Outro benefício da nova estrutura será o de “permitir que o setor privado ofereça serviços que tragam o acesso dos cidadãos a conexões avançadas, confiáveis e velozes por toda a Europa”, incluindo as chamadas “zonas mortas”, onde sinais variados chegam com mais dificuldade, isso quando chegam.

“Essa iniciativa vai ampliar a competitividade o ecossistema espacial da União Europeia, já que o desenvolvimento de uma nova infraestrutura trará um valor acrescentado bruto (VAB) entre € 17 bilhões [R$ 99,63 bilhões] e € 24 bilhões [R$ 140,65 bilhões], bem como mais empregos na indústria aeroespacial europeia, com positivos efeitos em cascata na economia por meio de setores que façam uso de serviços avançados de conectividade. Os cidadãos também tirariam benefício dessas vantagens tecnológicas, bem como teriam maior confiabilidade e desempenho operacional de serviços de comunicação via satélite, assegurando conexões à internet em alta velocidade por toda a Europa”.

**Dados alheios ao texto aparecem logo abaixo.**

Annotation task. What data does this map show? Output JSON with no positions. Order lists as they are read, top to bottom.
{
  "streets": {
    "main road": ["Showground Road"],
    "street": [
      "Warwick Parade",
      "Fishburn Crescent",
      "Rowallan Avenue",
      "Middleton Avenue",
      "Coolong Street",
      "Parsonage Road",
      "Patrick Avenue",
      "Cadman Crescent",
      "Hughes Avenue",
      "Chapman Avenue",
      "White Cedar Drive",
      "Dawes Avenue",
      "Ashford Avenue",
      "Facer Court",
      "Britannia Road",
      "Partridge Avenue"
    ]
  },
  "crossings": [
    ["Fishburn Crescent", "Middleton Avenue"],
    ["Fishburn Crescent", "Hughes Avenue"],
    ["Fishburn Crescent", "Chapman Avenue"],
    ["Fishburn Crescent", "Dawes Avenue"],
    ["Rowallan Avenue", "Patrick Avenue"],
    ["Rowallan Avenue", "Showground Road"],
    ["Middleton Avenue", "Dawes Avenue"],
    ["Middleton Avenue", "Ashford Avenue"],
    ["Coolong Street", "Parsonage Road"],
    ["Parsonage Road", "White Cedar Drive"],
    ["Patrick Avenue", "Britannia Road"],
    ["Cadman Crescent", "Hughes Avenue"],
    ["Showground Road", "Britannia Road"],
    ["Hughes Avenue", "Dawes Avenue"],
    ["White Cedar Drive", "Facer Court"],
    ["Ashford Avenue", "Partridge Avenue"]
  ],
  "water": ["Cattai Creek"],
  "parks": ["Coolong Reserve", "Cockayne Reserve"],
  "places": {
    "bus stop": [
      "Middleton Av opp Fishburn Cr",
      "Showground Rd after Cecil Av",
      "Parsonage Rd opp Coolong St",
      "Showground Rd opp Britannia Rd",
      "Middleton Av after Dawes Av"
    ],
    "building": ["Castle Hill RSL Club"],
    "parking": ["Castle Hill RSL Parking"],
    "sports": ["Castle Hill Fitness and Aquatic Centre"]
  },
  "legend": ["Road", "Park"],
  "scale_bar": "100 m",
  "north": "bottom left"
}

O segundo ponto que a UE estipula para sua nova política espacial vem sendo referido como “STM” – sigla em inglês para “Gerenciamento de Tráfego no Espaço” – faz menção direta aos “novos desenvolvimentos de lançadores reutilizáveis, pequenos satélites e outras iniciativas privadas no espaço”, afirmando ainda que a “segurança e resiliência dos dispositivos espaciais dos países membros estão em sério risco”.

Para isso, o desenvolvimento do STM visa estabelecer parâmetros de conduta e avaliação de impacto para o volume de requerimentos civis e militares da política, além de reforçar a capacidade tecnológica europeia de monitorar, rastrear e, quando necessário, atacar destroços e outros objetos de lixo espacial.

Além disso, a UE quer que o STM seja o ponto de inflexão para a criação de “um corpo legislativo e normativo apropriado”. Embora o bloco não faça menção direta, é provável que o comunicado se refira ao lançamento quase que irrestrito de mega constelações de satélites e outros objetos à baixa órbita da Terra (LEO) por empresas privadas – algo sobre o qual a ESA já vinha reclamado desde pelo menos dezembro de 2021.

O comunicado não entra em tópicos como prazo para que a UE faça essa nova política espacial entrar em vigência, mas é seguro presumir que isso ainda vá levar um tempo. Embora, em teoria, ela pode passar a valer desde agora, muito dela remete ao desenvolvimento de novas tecnologias – e isso leva tempo e dinheiro.